Tougher Trump line toward Cuba delights hardliners on island

Adjust Comment Print

An AP Fact Check finds that President Donald Trump's policies on Cuba sounds a lot like President Barack Obama's old policies.

Speaking from Miami, Florida, Trump announced changes to President Obama's historic rapprochement with Cuba - fulfilling a promise to the anti-Castro voting bloc he believes helped his campaign clinch the state, but stirring fear among others he could set back business interests and Cuba's potential for a more prosperous private sector.

Anti-President Donald Trump protester chants anti-Trump slogans during the president's visit to the Manuel Artime Theater, Friday, June 16, 2017, in Miami. It also regretted "a reversal in relations between the two countries".

(AP Photo/Evan Vucci). President Donald Trump speaks about Cuba policy, Friday, June 16, 2017, in Miami.

Cuban President Raul Castro, responding to Trump's announcement, said: "Any strategy aimed at changing the political, economic and social system in Cuba, whether it seeks to achieve it through pressures and impositions, or by employing subtle methods, will be doomed to failure". The government remained willing to engage in "respectful dialogue", it said in a statement.

It was Trump's most public statement yet calling on a foreign government to improve its human rights record, one that came with specific promises to cut off United States cash flows that could support the communist regime in Havana.

Diplomatic relations restored just two years ago will remain intact and the countries will maintain embassies.

For Cubans, the shift risks stifling a nascent middle class that has started to rise as Americans have flocked to the island on airlines, patronizing thousands of private bed-and-breakfasts.

India squad for West Indies tour revealed, Rohit Sharma, Bumrah notable omission
Wicketkeeper-batsman Pant and spinner Kuldeep are in contention to make their one-day global debuts in the Caribbean. But a bigger surprise was lack of clarity on the status of Anil Kumble .

"We are all really scared because we live from rent", said Maria Elena Reyes, 45, who rents rooms in her large house in a leafy suburb of Havana.

"When he's cutting back on travel, he's hurting us, the Cuban entrepreneurs".

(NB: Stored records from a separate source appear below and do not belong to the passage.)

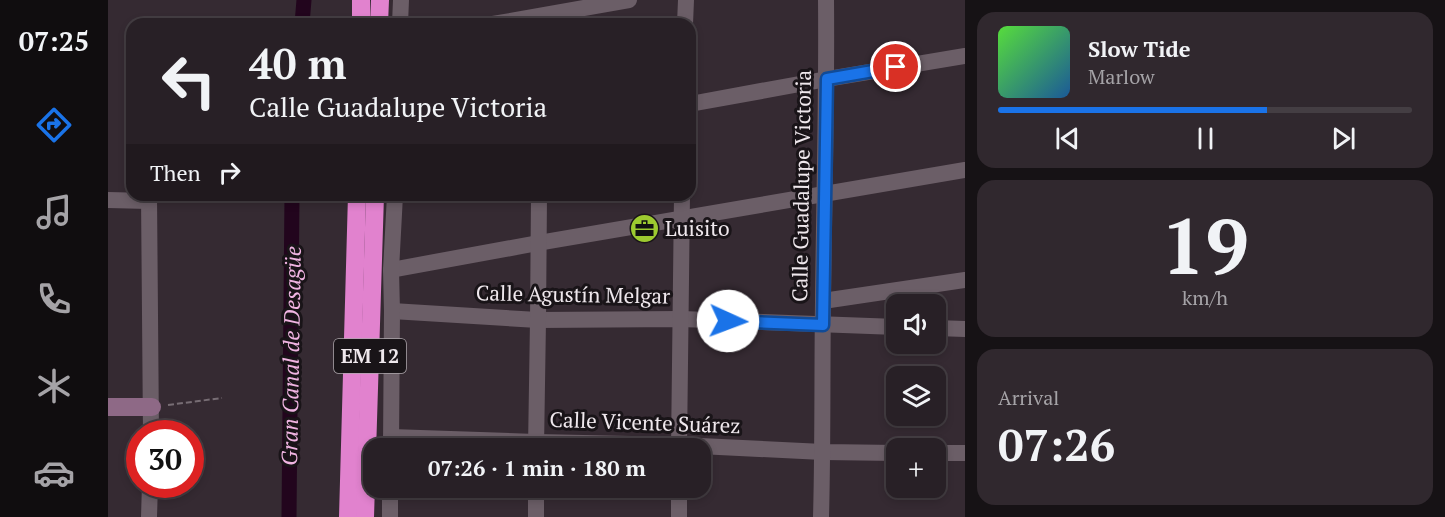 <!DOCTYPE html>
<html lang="en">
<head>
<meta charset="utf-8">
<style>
  body { margin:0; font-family:"PT Serif",serif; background:#30282e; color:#f1f3f6; height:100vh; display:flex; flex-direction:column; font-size:22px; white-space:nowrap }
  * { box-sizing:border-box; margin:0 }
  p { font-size:20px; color:#a5a3a7 }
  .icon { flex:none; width:33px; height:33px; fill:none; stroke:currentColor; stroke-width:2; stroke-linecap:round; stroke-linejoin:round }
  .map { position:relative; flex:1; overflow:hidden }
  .drawer { display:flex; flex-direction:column; gap:12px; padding:12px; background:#161215; width:480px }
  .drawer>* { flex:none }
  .banner { position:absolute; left:18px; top:18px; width:570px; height:183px; border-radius:18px; box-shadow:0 3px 9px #0003,0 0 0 2px #443e43; background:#282026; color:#f1f3f6; overflow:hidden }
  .controls { position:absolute; left:778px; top:294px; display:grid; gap:12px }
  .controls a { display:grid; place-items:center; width:60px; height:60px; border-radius:12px; background:#282026; box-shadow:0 3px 9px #0003,0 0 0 2px #443e43; font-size:30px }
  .speed { position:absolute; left:18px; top:420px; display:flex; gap:12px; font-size:30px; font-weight:700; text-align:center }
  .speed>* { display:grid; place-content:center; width:78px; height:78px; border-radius:50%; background:#282026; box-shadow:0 3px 9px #0003,0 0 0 2px #443e43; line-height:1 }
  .speed .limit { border:9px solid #d22; background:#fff; color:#111 }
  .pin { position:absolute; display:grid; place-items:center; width:51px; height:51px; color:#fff; margin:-26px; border:3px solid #fff; border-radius:50%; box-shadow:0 2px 6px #0007 }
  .me { position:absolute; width:66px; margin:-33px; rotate:92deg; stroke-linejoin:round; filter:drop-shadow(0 0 4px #0008) }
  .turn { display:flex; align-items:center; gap:21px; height:126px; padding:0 24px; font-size:27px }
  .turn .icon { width:78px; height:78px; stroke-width:2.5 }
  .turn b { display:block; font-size:42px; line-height:51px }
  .then { display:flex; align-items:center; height:57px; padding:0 24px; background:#0003; gap:12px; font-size:22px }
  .big { font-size:45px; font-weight:800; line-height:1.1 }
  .drawer .card { flex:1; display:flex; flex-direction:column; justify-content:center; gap:9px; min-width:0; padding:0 21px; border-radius:18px; background:#30282e }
  .drawer .dial { align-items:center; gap:0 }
  .dial b { font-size:78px; line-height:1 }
  .song { display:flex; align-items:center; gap:18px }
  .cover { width:72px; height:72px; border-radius:9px; background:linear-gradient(135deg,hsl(110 70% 55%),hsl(210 70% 35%)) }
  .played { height:6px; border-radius:3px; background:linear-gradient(90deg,#1a73e8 65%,#443e43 65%) }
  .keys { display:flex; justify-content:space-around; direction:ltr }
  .trip { position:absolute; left:255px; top:438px; width:348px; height:60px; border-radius:18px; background:#282026; box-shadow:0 3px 9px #0003,0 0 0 2px #443e43; font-weight:800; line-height:60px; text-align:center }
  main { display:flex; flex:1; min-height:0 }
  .dock { display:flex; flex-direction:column; width:108px; justify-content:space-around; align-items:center; background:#100d0f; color:#a5a3a7 }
  .dock .icon { width:42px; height:42px }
  .dock .current { color:#1a73e8 }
  .dock b { font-size:27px; color:#f1f3f6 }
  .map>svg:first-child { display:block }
</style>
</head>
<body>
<main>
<nav class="dock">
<b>07:25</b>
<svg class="icon current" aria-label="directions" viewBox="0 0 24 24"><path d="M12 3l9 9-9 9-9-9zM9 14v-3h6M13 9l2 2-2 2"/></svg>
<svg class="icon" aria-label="music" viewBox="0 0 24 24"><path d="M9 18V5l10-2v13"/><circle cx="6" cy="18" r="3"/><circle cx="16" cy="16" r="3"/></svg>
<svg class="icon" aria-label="phone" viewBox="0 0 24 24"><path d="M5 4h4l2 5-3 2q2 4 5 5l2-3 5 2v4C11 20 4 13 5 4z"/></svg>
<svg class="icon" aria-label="climate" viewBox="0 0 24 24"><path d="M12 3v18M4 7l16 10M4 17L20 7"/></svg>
<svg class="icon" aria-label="car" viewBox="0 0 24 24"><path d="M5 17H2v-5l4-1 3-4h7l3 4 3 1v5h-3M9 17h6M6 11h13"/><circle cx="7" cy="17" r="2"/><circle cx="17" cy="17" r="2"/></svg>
</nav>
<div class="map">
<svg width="857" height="517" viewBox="0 0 857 517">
  <rect width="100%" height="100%" fill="#352a32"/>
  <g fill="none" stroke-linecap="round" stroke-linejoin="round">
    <g stroke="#22051d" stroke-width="15">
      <polyline points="194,24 196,0"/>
      <polyline points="181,517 184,195"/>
    </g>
    <polyline stroke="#776d74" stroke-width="2" stroke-dasharray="6 3" stroke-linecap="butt" points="60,405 114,398"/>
    <g stroke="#6b5e67" stroke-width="16">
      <polyline points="292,24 293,0"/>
      <polyline points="385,24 521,0"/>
      <polyline points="577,24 578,0"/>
      <polyline points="582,104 719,79 857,56"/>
      <polyline points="41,195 43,434"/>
      <polyline points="0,200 41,201"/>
      <polyline points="283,270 430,243 857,170"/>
      <polyline points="715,301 857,280"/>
      <polyline points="284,311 430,320 573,319 789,327"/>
      <polyline points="828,328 857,329"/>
      <polyline points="283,437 428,442 571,445 715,452 789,453"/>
      <polyline points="283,446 284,311 283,270 287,195"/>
      <polyline points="428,448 430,320 431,195"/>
      <polyline points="571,448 574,195"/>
      <polyline points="828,453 857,453"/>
      <polyline points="428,488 428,517"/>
      <polyline points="41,517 42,484"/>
      <polyline points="282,517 282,488"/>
      <polyline points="571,517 571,488"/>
      <path d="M713,517C715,445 714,374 715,302C716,201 719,101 718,0"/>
    </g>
    <polyline stroke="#8e6986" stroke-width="18" points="0,407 44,407"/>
    <g stroke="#e182ce" stroke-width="18">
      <polyline points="253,24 253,0"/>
      <polyline points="271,24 272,0"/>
      <polyline points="240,517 249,195"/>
      <polyline points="257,517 267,195"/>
    </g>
  </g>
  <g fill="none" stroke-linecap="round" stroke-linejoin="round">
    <defs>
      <polyline id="route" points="620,321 715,325 719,79 788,67"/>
    </defs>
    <use href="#route" stroke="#114b97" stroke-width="15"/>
    <use href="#route" stroke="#1a73e8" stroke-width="10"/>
  </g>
  <defs>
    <symbol id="office-disc" viewBox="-11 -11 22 22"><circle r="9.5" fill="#9dca30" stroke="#191418"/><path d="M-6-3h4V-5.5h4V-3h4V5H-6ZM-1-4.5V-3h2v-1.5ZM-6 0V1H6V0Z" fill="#111"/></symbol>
  </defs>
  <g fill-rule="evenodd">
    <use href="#office-disc" x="520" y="212" width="33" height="33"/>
  </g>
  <g text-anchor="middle" stroke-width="6" stroke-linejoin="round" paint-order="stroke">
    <rect fill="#191418" stroke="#afa8ad" stroke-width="1.5" x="226" y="339" width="72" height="34" rx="4.5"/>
    <g font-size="20" font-weight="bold" fill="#efe8ed">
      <text x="262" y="363">EM 12</text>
    </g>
    <g font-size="21" fill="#efe8ed" stroke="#191418">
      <text transform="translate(694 186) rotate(-89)" y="7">Calle Guadalupe Victoria</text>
      <text transform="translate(465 295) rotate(1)" y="7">Calle Agustín Melgar</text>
      <text transform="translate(537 423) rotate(2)" y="7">Calle Vicente Suárez</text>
    </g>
    <g font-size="21" fill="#efe8ed" stroke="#191418" text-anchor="start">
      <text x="557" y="236">Luisito</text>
    </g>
    <g font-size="22" font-style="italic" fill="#f0b4e2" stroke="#191418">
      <text transform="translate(183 356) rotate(-89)" y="8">Gran Canal de Desagüe</text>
    </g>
  </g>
</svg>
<div class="controls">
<a><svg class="icon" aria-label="sound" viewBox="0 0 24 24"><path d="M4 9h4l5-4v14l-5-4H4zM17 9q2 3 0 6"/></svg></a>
<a><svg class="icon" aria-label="layers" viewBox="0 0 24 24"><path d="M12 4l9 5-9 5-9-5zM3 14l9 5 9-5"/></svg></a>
<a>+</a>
</div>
<div class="speed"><div class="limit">30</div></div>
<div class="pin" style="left:788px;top:67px;background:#d93025"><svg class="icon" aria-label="arrive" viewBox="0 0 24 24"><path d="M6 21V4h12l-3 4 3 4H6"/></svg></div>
<svg class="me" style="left:620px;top:321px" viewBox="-20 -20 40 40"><circle r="19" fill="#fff"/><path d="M0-13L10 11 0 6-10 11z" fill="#1a73e8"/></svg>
<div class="trip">07:26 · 1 min · 180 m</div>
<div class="banner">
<div class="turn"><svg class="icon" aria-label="left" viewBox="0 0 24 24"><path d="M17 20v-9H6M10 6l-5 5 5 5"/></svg><div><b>40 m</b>Calle Guadalupe Victoria</div></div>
<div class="then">Then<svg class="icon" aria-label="right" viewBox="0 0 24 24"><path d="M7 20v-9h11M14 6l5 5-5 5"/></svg></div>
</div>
</div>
<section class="drawer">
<div class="card">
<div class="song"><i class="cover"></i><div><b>Slow Tide</b><p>Marlow</p></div></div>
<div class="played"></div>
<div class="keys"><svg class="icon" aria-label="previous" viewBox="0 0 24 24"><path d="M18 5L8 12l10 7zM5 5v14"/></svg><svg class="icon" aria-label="pause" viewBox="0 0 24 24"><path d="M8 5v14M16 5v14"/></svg><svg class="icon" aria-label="next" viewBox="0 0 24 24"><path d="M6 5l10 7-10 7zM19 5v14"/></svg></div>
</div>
<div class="card dial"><b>19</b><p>km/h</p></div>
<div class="card"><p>Arrival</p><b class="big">07:26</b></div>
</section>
</main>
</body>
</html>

Granma, the official organ of Cuba's Communist Party, described Trump's declarations in real-time blog coverage Friday as "a return to imperialist rhetoric and unilateral demands".

But the changes would ultimately meet four objectives, according to the White House: Ensure compliance with USA law, hold the Cuban government accountable for alleged human rights abuses, further the interests of the US and the Cuban people, and "empower the Cuban people to develop greater economic and political liberty".

The Cuban government has given Trump's speech extensive coverage on official media. Despite bitter criticism and personal attacks, most have continued to operate, many with a degree of support from USA individuals and foundations that would have been impossible before the reestablishment of diplomatic relations.

Dese Washington, White House sources have confirmed that the change of policy towards Cuba also includes its support for the trade and financial embargo on the island and, therefore, the frontal opposition to global requests for Congress to lift it.

Trump asserted that the USA will take concrete steps to ensure that investments flow directly to the people so they can open private businesses and begin to build their country's "great, great future, a country of great potential". "But it should not be expected that to that end, Cuba will make compromises to its very sovereignty", it said. According to the Cuban Ministry, 74 percent more American citizens visited the island in 2016 than in 2015 and, following through on a pledge to Obama, Castro opened almost 400 new public Wi-Fi access points around Cuba. "All the (U.S. economic) embargo has brought upon Cuba is misery".